Elsewhere, compost programs have taken off, from NOLA Green Roots to Hollygrove Market & Farm, and Operation Reach's Gulfsouth Youth Biodiesel Project has increased its efforts to recycle spent cooking grease, which it turns into biodiesel fuel.
NOLA Green Roots has made rain-collection barrels available, and rain gardens have sprouted across the city. In the Holy Cross neighborhood, Global Green built a series of rain gardens to help with storm-water management, and Groundwork NOLA continued its rainwater gardening campaign, which has expanded throughout the city since the group was founded in 2007.
And after months of plotting, the Lafitte Corridor received a not entirely unexpected announcement from the Department of Interior, securing the greenway's development as one of seven priority projects under the Obama administration's commitment to parks programs.
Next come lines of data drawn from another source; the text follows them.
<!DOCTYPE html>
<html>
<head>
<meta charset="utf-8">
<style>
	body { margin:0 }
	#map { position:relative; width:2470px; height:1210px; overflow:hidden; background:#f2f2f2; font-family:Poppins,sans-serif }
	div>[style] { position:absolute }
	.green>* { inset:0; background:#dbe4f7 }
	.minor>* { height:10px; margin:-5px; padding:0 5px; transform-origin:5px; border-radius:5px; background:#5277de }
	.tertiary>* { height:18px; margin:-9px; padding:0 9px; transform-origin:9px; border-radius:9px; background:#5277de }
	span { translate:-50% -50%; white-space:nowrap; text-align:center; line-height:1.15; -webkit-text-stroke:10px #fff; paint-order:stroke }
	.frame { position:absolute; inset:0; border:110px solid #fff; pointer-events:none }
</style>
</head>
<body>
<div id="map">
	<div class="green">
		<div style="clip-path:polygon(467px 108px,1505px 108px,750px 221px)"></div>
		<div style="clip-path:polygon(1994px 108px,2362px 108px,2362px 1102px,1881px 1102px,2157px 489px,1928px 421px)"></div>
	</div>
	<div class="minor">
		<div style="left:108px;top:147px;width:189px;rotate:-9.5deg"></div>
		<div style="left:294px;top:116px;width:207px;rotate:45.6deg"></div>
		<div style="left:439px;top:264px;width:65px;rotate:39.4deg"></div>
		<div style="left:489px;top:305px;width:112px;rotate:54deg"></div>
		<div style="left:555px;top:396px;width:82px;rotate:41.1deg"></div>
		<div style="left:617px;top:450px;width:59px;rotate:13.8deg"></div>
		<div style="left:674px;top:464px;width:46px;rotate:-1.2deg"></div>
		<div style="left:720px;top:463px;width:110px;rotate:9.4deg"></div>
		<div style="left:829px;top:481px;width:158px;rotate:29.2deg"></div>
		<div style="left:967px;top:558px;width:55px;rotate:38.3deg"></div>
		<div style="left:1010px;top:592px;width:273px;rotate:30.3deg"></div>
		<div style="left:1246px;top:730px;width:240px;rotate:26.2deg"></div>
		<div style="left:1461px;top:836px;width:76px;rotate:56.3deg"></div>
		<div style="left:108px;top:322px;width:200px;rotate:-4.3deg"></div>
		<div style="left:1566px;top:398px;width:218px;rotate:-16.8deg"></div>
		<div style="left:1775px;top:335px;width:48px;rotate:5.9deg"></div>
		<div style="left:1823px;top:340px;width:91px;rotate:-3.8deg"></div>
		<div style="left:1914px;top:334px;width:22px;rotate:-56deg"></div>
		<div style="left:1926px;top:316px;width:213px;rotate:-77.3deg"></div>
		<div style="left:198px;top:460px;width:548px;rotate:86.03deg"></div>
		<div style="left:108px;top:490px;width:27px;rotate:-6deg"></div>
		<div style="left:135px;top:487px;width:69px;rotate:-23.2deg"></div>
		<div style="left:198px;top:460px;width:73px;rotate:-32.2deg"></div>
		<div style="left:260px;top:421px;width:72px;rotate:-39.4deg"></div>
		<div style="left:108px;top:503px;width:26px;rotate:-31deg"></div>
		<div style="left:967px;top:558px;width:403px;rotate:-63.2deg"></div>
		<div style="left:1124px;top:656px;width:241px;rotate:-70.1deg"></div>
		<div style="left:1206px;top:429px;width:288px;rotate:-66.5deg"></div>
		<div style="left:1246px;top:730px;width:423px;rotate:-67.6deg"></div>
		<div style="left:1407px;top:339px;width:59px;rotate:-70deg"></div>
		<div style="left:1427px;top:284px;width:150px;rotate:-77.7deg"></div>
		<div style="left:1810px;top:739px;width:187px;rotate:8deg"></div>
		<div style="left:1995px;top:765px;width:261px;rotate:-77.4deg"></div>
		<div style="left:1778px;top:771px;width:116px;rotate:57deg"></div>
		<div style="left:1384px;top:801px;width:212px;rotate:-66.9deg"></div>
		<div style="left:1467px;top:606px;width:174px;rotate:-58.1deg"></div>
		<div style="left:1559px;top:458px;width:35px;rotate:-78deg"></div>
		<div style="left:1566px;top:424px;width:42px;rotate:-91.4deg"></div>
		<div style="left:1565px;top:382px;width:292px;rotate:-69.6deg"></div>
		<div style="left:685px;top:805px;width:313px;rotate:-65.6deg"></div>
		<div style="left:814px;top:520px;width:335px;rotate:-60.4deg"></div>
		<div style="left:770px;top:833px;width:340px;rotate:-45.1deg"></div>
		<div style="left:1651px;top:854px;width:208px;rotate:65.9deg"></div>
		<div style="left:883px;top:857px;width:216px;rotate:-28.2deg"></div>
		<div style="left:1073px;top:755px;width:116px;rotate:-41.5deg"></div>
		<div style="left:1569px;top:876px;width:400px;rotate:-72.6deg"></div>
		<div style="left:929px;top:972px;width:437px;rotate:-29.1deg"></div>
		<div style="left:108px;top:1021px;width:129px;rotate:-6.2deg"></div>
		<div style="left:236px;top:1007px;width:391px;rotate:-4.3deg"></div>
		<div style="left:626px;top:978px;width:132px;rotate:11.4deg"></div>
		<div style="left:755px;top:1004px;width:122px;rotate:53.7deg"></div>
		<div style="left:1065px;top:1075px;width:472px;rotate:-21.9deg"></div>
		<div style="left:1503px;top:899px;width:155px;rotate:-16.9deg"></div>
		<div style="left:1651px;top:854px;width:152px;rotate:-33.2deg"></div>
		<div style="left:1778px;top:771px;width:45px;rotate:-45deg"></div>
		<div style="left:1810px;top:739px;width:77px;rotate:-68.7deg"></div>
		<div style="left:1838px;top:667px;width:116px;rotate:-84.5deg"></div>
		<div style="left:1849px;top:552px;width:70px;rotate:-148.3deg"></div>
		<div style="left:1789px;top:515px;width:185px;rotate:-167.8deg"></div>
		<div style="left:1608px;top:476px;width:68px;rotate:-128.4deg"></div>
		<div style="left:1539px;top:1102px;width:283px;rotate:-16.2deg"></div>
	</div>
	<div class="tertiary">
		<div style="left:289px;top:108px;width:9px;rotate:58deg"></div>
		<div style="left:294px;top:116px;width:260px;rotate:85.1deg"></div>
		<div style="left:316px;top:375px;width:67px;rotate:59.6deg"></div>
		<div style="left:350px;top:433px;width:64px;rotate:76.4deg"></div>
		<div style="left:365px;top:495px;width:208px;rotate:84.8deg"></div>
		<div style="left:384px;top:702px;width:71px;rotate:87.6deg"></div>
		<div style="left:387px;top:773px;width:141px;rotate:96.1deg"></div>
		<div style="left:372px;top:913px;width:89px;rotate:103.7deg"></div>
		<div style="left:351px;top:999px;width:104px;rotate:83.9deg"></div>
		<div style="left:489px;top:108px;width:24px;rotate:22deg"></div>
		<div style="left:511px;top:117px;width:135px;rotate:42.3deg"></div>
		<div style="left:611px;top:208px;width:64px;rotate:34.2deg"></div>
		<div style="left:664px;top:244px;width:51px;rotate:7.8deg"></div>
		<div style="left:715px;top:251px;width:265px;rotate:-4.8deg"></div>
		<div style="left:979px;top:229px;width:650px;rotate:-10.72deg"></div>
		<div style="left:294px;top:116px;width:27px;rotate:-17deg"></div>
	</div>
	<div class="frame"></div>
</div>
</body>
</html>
The 3.1-mile linear park will connect neighborhoods from Armstrong Park to Lakeview with pathways, parks, gardens and other community resources.
In August 2010, the city acquired a parcel of land formerly reserved for the Louisiana Institute of Film Technology. Those 16.5 acres would add to the planned greenway, and Austin, Texas-based firm Design Workshop is the principal designer. Earlier in the year, the Rails-to-Trails Conservancy (RTC), which helps reclaim spaces filled by former rail lines, held a series of workshops focusing on the greenway, which brought national attention to the project. The slow, steady progress included a series of community meetings held by designers to get residents' input on the design plans. Earlier this month, interior secretary Ken Salazar announced the administration's commitment to the project ("How much do you need?" he joked, after being told it needed more funding.).
Last week, RTC released a Lafitte Corridor guide, including an inventory of its linked-together communities. The greenway is expected to break ground in 2013.